Red Dog

Players
1–8 vs house
Deck
Standard 52-card deck
Playing Time
2–3 min/hand
Difficulty

What Is Red Dog?

Red Dog — also called Acey-Deucey or In-Between — is one of the fastest and simplest casino card games ever created. Two cards are dealt face-up. You bet on whether the third card drawn will fall in rank between those two cards. The farther apart the two cards are in rank, the higher your payout if you win. The closer they are, the harder it is to win. One bet, one decision, one card flip — and it is over.

What You Need

  • One standard deck of 52 playing cards — casinos use five to eight decks
  • One to eight players betting against the house

Card Rankings

Cards rank from lowest to highest: 2, 3, 4, 5, 6, 7, 8, 9, 10, Jack, Queen, King, Ace. Ace is always the highest card. Suit never matters.

Understanding the Spread

The spread is the number of card ranks that fall between the two dealt cards.
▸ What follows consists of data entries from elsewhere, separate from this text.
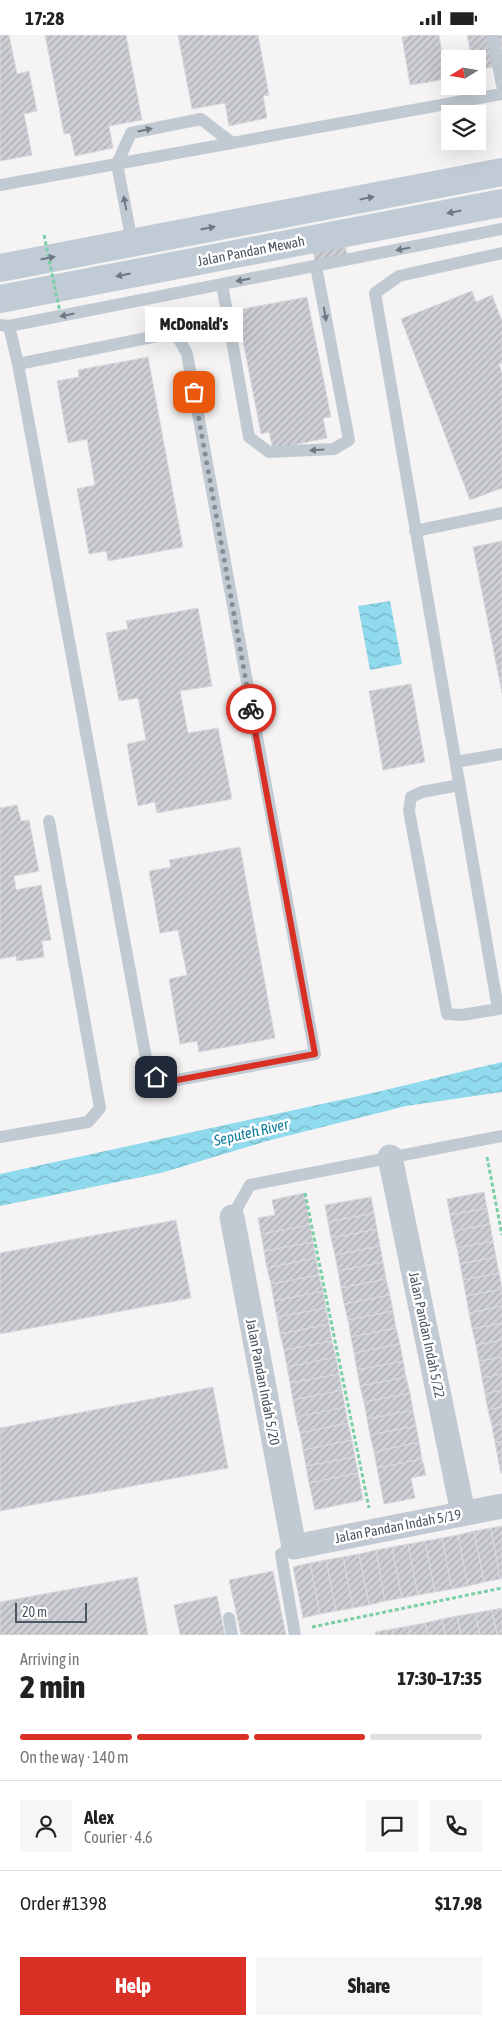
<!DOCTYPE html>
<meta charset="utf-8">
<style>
body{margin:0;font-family:"Asap Condensed",sans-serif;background:#f6f6f6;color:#222;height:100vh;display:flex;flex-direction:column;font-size:19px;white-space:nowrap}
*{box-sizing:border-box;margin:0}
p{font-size:16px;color:#767676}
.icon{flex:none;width:28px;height:28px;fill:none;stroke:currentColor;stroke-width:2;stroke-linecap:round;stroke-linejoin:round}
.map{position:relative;height:1600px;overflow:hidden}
.panel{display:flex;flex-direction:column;background:#fff;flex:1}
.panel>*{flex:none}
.needle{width:32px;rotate:259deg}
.fabs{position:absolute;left:441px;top:15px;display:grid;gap:10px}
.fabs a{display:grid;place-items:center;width:45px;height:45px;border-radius:0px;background:#fff;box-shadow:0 5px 20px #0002;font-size:25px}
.scale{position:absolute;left:15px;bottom:12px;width:72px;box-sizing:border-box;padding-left:5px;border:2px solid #4a5661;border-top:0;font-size:14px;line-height:18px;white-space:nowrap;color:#4a5661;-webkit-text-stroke:4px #fff;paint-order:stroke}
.pin{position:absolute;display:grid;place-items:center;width:42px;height:42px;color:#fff;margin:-21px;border-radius:10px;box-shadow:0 2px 8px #0006}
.courier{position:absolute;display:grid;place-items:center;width:50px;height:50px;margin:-25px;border:4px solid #d93025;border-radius:50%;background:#fff;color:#222;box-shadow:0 1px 6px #0007}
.bubble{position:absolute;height:35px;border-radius:0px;background:#fff;box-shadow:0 5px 20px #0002;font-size:16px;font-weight:800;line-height:35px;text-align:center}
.overview em{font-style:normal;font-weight:800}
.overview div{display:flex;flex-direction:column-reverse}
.overview{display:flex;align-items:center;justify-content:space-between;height:85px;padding:0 20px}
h1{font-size:32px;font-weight:800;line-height:38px}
.bar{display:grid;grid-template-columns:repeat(4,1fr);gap:8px 5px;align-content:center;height:60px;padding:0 20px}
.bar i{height:6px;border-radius:4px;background:#e0e0e0}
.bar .current{background:#d93025}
.bar p{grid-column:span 4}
.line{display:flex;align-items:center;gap:12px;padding:0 20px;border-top:1px solid #e0e0e0}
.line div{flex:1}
.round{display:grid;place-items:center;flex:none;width:52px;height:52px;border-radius:0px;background:#f6f6f6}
.button{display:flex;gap:10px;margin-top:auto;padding:10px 20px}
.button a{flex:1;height:58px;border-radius:0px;background:#d93025;color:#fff;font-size:20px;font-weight:800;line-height:58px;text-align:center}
.button a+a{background:#f6f6f6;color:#222}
.status{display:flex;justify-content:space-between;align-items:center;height:35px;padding:0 25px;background:#fff;direction:ltr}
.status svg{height:14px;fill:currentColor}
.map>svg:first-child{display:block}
.water{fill:url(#water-waves)}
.building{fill:url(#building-hatch);stroke:#d7d9de}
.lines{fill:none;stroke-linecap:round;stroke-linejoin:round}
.path{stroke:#7ad0a6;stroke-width:3;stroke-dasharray:4 2.5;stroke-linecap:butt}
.lane{stroke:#c1cad2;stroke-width:12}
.street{stroke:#c1cad2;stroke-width:25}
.secondary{stroke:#c1cbd6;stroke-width:28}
.path-bridge{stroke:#7ad0a6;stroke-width:3;stroke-dasharray:4 2.5;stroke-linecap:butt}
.oneway{fill:#6e7983}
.oneway2{fill:#6e7984}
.done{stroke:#868d94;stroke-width:5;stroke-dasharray:0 9}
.route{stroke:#d93025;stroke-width:6}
.labels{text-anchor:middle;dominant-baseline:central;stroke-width:5;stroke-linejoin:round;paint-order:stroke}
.street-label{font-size:14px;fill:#4a5661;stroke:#fff}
.water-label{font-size:15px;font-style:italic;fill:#0c7c9b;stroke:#fff}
</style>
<div class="status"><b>17:28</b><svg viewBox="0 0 49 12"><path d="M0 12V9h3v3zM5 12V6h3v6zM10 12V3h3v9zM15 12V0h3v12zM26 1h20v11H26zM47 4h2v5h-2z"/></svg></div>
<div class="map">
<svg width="502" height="1600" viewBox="0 0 502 1600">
<defs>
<pattern id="water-waves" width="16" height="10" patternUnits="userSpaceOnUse" patternTransform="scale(1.25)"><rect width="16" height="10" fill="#90daee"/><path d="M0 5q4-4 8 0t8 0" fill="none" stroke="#78b4c4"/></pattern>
<pattern id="building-hatch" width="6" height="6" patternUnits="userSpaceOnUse" patternTransform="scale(1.25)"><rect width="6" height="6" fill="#cdcfd5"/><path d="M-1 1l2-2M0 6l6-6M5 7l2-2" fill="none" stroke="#a8abb0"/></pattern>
</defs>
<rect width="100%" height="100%" fill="#f5f3f3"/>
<path class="water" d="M390 566 402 629 370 635 358 571Z
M502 1027V1057L406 1071 267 1106 161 1138 0 1171V1139L377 1057Z"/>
<path class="building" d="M0 0H9L17 39 29 36 37 76 24 79 32 120 0 126Z
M45 0H126L142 85 109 91 113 113 75 121 70 98 64 99Z
M178 0H258L269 60 263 61 267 83 229 91 225 68 192 74Z
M412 0H439L447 44 410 50 402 2Z
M467 0H502V30L478 35V24H472Z
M345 209 347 220 315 226 313 215Z
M472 256 476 267 492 260 502 286V328L499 329 502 338V453L470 465 401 284Z
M307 262 331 382 323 383 327 403 273 414 269 397 261 399 237 275Z
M148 322 183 512 108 526 106 516 89 519 77 454 95 450 87 404 68 408 57 346 79 342 78 335Z
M502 506V658L473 512Z
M198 573 212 651 180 656 188 698 218 693 232 764 157 778 155 767 138 771 127 709 146 705 138 663 119 666 106 598 128 594 126 586Z
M411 649 425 727 383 735 369 656Z
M17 770 21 786 29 785 39 836 14 841 16 855 41 850 51 905 42 906 44 922 17 926 16 921 0 924V773Z
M240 812 275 1003 199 1017 197 1006 180 1009 169 944 187 940 178 895 160 898 149 836 171 832 169 825Z
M484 1157 487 1173 450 1180 447 1164Z
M304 1158 310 1190 261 1199 258 1183 275 1180 272 1165Z
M371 1162 374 1178 328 1187 325 1170Z
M487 1173 490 1189 453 1196 450 1180Z
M374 1178 377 1194 331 1203 328 1187Z
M176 1185 191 1263 0 1299V1218Z
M490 1189 493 1206 457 1213 453 1196Z
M310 1190 313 1207 264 1216 261 1199Z
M377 1194 380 1211 335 1220 331 1203Z
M493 1206 496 1222 460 1229 457 1213Z
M313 1207 316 1223 267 1233 264 1216Z
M380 1211 383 1227 338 1236 335 1220Z
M496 1222 499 1238 463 1245 460 1229Z
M316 1223 319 1240 271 1249 267 1233Z
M383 1227 386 1244 341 1253 338 1236Z
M499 1238 502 1254 466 1261 463 1245Z
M319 1240 323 1256 274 1266 271 1249Z
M386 1244 390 1260 344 1269 341 1253Z
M502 1254V1271L469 1278 466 1261Z
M323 1256 326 1273 277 1282 274 1266Z
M390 1260 393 1276 348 1285 344 1269Z
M502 1271V1288L472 1294 469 1278Z
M326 1273 329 1289 280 1299 277 1282Z
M393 1276 396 1293 351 1302 348 1285Z
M502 1288V1305L476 1310 472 1294Z
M329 1289 332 1306 284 1315 280 1299Z
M396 1293 400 1309 354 1318 351 1302Z
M502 1305V1322L479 1326 476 1310Z
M332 1306 336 1322 287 1332 284 1315Z
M400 1309 403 1326 357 1335 354 1318Z
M336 1322 339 1339 290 1348 287 1332Z
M502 1322V1339L482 1343 479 1326Z
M403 1326 406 1342 360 1351 357 1335Z
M339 1339 342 1355 293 1365 290 1348Z
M502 1339V1355L485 1359 482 1343Z
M406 1342 410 1358 364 1367 360 1351Z
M213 1352 228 1433 0 1476V1393Z
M342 1355 345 1372 296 1382 293 1365Z
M502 1355V1372L488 1375 485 1359Z
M410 1358 413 1375 367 1384 364 1367Z
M345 1372 348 1388 300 1398 296 1382Z
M502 1372V1389L492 1391 488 1375Z
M413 1375 416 1391 370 1400 367 1384Z
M348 1388 352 1405 303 1415 300 1398Z
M502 1389V1406L495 1408 492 1391Z
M416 1391 419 1407 374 1417 370 1400Z
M352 1405 355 1422 306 1431 303 1415Z
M502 1406V1438L501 1439 495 1408Z
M419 1407 422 1424 377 1433 374 1417Z
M355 1422 358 1438 309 1448 306 1431Z
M422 1424 426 1440 411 1443 415 1463 384 1469 377 1433Z
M358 1438 363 1465 315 1475 309 1448Z
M502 1491V1544H500L491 1493Z
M491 1493 500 1544 484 1547 474 1496Z
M474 1496 484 1547 468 1551 458 1500Z
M458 1500 468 1551 452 1554 442 1503Z
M442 1503 452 1554 435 1557 425 1506Z
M425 1506 435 1557 418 1560 408 1509Z
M408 1509 418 1560 402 1563 392 1512Z
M392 1512 402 1563 385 1566 376 1515Z
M376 1515 385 1566 369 1570 359 1519Z
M359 1519 369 1570 353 1573 343 1522Z
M343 1522 353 1573 336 1576 326 1525Z
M326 1525 336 1576 320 1579 310 1528Z
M310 1528 320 1579 303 1583 293 1532Z
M273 1536 286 1600H241L229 1545Z
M137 1542 148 1600H0V1567Z
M217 1561 225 1600H180L174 1570Z
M502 1573V1600H497L492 1575Z
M492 1575 497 1600H480L475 1578Z
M475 1578 480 1600H461L457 1581Z
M457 1581 461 1600H445L442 1584Z
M442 1584 445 1600H428L425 1588Z
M425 1588 428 1600H410L409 1591Z
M409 1591 410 1600H393L392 1594Z
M392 1594 393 1600H376L375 1597Z"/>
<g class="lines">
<path class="path" d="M487 1122 502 1200
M305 1158 369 1473
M312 1592 502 1553"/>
<path class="lane" d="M492 0 502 50
M0 150 502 59
M132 207 117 129 131 98 201 84 232 108
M502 218 399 241 375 258 498 974 502 973
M222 249 249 402 269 417 334 414 349 405 316 231
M0 290 9 291 18 329 146 1023 156 1042 172 1046 315 1019 187 319 178 302 162 300 18 329
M9 291 502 194
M415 496 502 478
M456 727 502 719
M460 750 422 757 411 762 409 776 447 979 462 980 498 974
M0 1102 88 1087 100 1073 49 786
M232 1182 250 1150 502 1101
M294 1512 281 1519 295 1600
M229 1583 232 1600"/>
<path class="street" d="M390 1122 463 1478
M232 1182 294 1512 502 1471"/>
<path class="secondary" d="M0 233 502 137
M0 264 502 168"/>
<path class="path-bridge" d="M44 200 60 277"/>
</g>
<defs><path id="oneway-solid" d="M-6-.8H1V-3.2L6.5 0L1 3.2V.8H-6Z" transform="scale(1.25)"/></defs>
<g class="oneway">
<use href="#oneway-solid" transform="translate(145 95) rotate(-12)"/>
<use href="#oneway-solid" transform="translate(125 168) rotate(-101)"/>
<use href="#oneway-solid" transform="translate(403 214) rotate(169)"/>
<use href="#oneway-solid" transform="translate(243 245) rotate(169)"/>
<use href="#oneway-solid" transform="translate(325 279) rotate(80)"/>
<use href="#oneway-solid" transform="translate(67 280) rotate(169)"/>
<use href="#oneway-solid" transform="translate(317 415) rotate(177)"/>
</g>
<g class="oneway2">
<use href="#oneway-solid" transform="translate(367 163) rotate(-11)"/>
<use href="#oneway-solid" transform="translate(454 177) rotate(169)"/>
<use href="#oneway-solid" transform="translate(208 193) rotate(-11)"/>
<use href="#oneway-solid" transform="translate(48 223) rotate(-11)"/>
<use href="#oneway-solid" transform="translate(123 240) rotate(169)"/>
</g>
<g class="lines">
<path class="done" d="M194 357 251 674"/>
<path class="route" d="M156 1042 172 1046 315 1019 251 674"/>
</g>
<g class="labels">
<g class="street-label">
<text transform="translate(251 216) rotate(-11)">Jalan Pandan Mewah</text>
<text transform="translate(427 1300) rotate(78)">Jalan Pandan Indah 5/22</text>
<text transform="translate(263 1347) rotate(79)">Jalan Pandan Indah 5/20</text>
<text transform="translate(398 1491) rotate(-11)">Jalan Pandan Indah 5/19</text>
</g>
<g class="water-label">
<text transform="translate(251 1097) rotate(-13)">Seputeh River</text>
</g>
</g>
</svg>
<div class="fabs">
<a><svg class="needle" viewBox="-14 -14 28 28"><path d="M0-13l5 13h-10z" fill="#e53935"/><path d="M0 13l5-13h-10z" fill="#767676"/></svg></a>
<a><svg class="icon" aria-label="layers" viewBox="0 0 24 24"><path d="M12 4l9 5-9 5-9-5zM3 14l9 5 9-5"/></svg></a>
</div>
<div class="scale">20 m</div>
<div class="pin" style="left:194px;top:357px;background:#ea580c"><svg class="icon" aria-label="bag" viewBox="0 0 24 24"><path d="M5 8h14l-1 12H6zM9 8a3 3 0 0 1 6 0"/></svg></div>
<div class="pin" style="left:156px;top:1042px;background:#1f2937"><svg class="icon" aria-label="home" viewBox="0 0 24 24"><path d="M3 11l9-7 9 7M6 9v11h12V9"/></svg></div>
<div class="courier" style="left:251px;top:674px"><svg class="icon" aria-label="bike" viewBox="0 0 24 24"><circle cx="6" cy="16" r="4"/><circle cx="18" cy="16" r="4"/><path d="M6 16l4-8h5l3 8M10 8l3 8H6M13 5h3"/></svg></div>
<div class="bubble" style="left:145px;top:272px;width:98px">McDonald's</div>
</div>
<section class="panel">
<div class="overview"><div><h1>2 min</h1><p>Arriving in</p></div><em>17:30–17:35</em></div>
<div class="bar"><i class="current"></i><i class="current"></i><i class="current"></i><i></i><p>On the way · 140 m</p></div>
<div class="line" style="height:90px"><a class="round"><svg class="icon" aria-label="person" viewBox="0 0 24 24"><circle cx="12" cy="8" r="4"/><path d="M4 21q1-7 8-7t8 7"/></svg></a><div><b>Alex</b><p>Courier · 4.6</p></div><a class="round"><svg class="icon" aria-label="chat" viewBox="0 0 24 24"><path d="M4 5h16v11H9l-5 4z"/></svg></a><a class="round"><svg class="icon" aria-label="phone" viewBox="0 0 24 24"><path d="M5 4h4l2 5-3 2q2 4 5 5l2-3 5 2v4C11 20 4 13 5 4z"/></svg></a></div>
<div class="line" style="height:65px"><div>Order #1398</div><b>$17.98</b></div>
<div class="button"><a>Help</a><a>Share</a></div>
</section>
This is what determines your payout.

Example: if the two dealt cards are a 5 and a King, the ranks that fall between them are 6, 7, 8, 9, 10, Jack, Queen — that is a spread of 7. A spread of 7 means there are 7 ranks that would win your bet. A spread of 1 means only one rank wins — and the payout is much higher to compensate.

How to Play — Step by Step

  1. Place your initial bet in the betting area before any cards are dealt.
  2. The dealer deals two cards face-up. Everyone can see them.
  3. The dealer announces the spread — the number of ranks between the two cards.
  4. Now you make your key decision: Raise or Stay.
  5. Stay: Keep your original bet as is.
  6. Raise: Add more chips — up to the amount of your original bet — to increase your potential winnings.
  7. The dealer flips the third card face-up.
  8. If the third card’s rank falls strictly BETWEEN the two original cards, you win. If it matches either original card or falls outside the range, you lose.

Special Situations

  • Consecutive cards (spread of zero — example: a 7 and an 8): No card can fall between them. The hand is an automatic push — your bet is returned, no win or loss.
  • Pair (both cards same rank — example: two 9s): The dealer draws one more card. If it is also a 9 (making three of a kind), you win 11 to 1. If it is anything else, the hand pushes.

Payouts by Spread

  • Spread of 1: pays 5 to 1 — only one rank can win, so the payout is high
  • Spread of 2: pays 4 to 1
  • Spread of 3: pays 2 to 1
  • Spread of 4 or more: pays 1 to 1 — even money

Winning

Win your bet when the third card falls between the first two. Lose when it does not.

Tips for New Players

  • Only raise when the spread is 7 or more — at a spread of 7 or higher, more than half the remaining cards in the deck fall within the winning range, so raising makes mathematical sense.
  • Never raise on a spread of 3 or less — the odds are against you even at even money payouts.
  • The house edge in Red Dog is moderate — treat it as a fun, quick game rather than a serious moneymaking strategy.